Konstantin Andreev 19 years, 2 months ago  # | flag

EWOULDBLOCK. EWOULDBLOCK arrives when output buffer is full and can't accept your data. You should use select function to wait while OS sends your output buffer to other side...

Pierre Quentel (author) 19 years, 2 months ago  # | flag

New version. I have modified the socketStream class following the comments above : the socket is set to non-blocking, the output is buffered, and before sending data a select() is done to check if it is writable

I have made some performance tests with openload and found that this server is very fast, even with big files.
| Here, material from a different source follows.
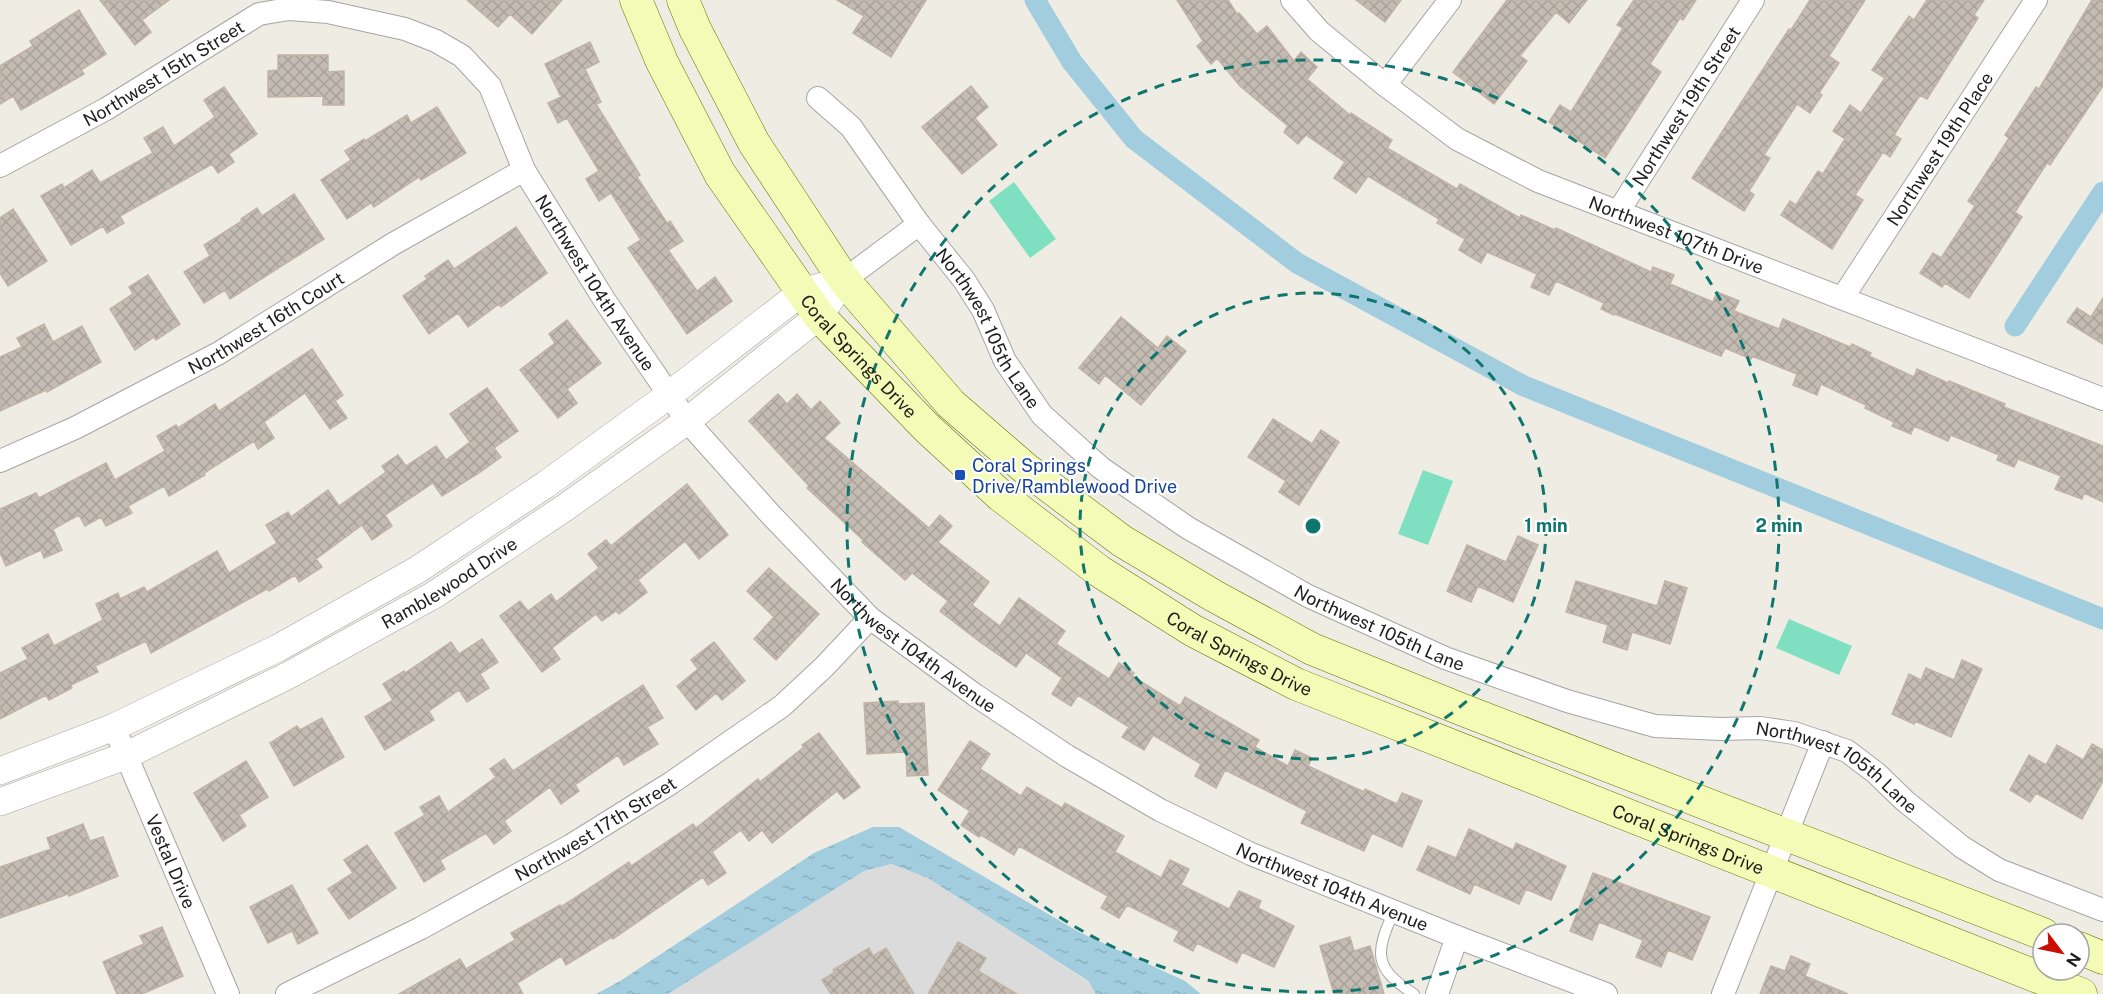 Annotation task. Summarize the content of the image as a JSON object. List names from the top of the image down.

I would appreciate comments on its speed and stability

Pierre Quentel (author) 19 years, 1 month ago  # | flag

Faster and faster. The recipe can be improved :

  • speed up the writable() method :

    return select.select([],[self.sock],[])[1]

(no use testing if self.sock is in the list)

  • make it more stable : for very large files, buffering everything is not a good solution. It's better to buffer the chuncks that arrive and try to get rid of them as soon as possible, before all the data has been received

An improved version can be found at http://clubs.voila.fr/vault/karrigell/Public/SimpleAsyncHTTPServer.py

Josiah Carlson 19 years, 1 month ago  # | flag

Using a cSringIO as a buffer is still not terribly fast. In fact, it is not significantly better than using a plain string with slicing.

One is far better off using a deque of strings (from 2.4, or this recipe http://aspn.activestate.com/ASPN/Cookbook/Python/Recipe/259179 ), with proper slicing and/or the use of buffer() objects.

You are also not exploiting the asyncore.loop() mechanism to handle writing to the asynchronous sockets at all, so calling the server asynchronous is misleading.

I've started converting what you have into something that is actually asynchronous, but it probably won't be done tonight (various social engagements will remove me from the task).

Josiah Carlson 19 years, 1 month ago  # | flag

Truely Asynchronous version. I've got a version that I know works for GET requests (no connection pipelining, there is something hokey with clients that request it). It handles all reads and writes to sockets using asyncore.loop(), and on the standard GET requests, doesn't read entire files from disk (allowing one to serve up unlimited-sized files without worry about memory consumption).

I ran my version in my personal projects folder, which contains around a gig of files, of sizes ranging from a few kilobytes, to 100 megabytes. I then performed two concurrent "wget -m http://localhost:8081" calls (in different paths) on Windows 2k (machine is a P4 2.8ghz with hyperthreading, 1.5 gigs memory...).

On small files, it was able to serve up 15-30 files/second. On large files (the 10+ meg files), it was able to serve up at 15+ megs/second (so says adding the speed reported by wget). The server never broke 7 megs of resident memory, and tended to hang below 10% processor utilization.

The fully async version is available here:

http://www.ics.uci.edu/~jcarlson/SimpleAsyncHTTPServer.py

Pierre Quentel (author) 18 years, 6 months ago  # | flag

Updated version. I take the opportunity of Josiah Carslon's more complete recipe to update this one. This is the version used in the current version of Karrigell (the link provided in my previous comment is broken)

David Weil 18 years ago  # | flag

2 things.. - I can't get post working - there are unused modules imported

is there a new version?

ivan dimitrov 17 years, 5 months ago  # | flag

how to add "Up to higher level directory" Hi, how to add a link to "Up to higher level directory" in the sub folders?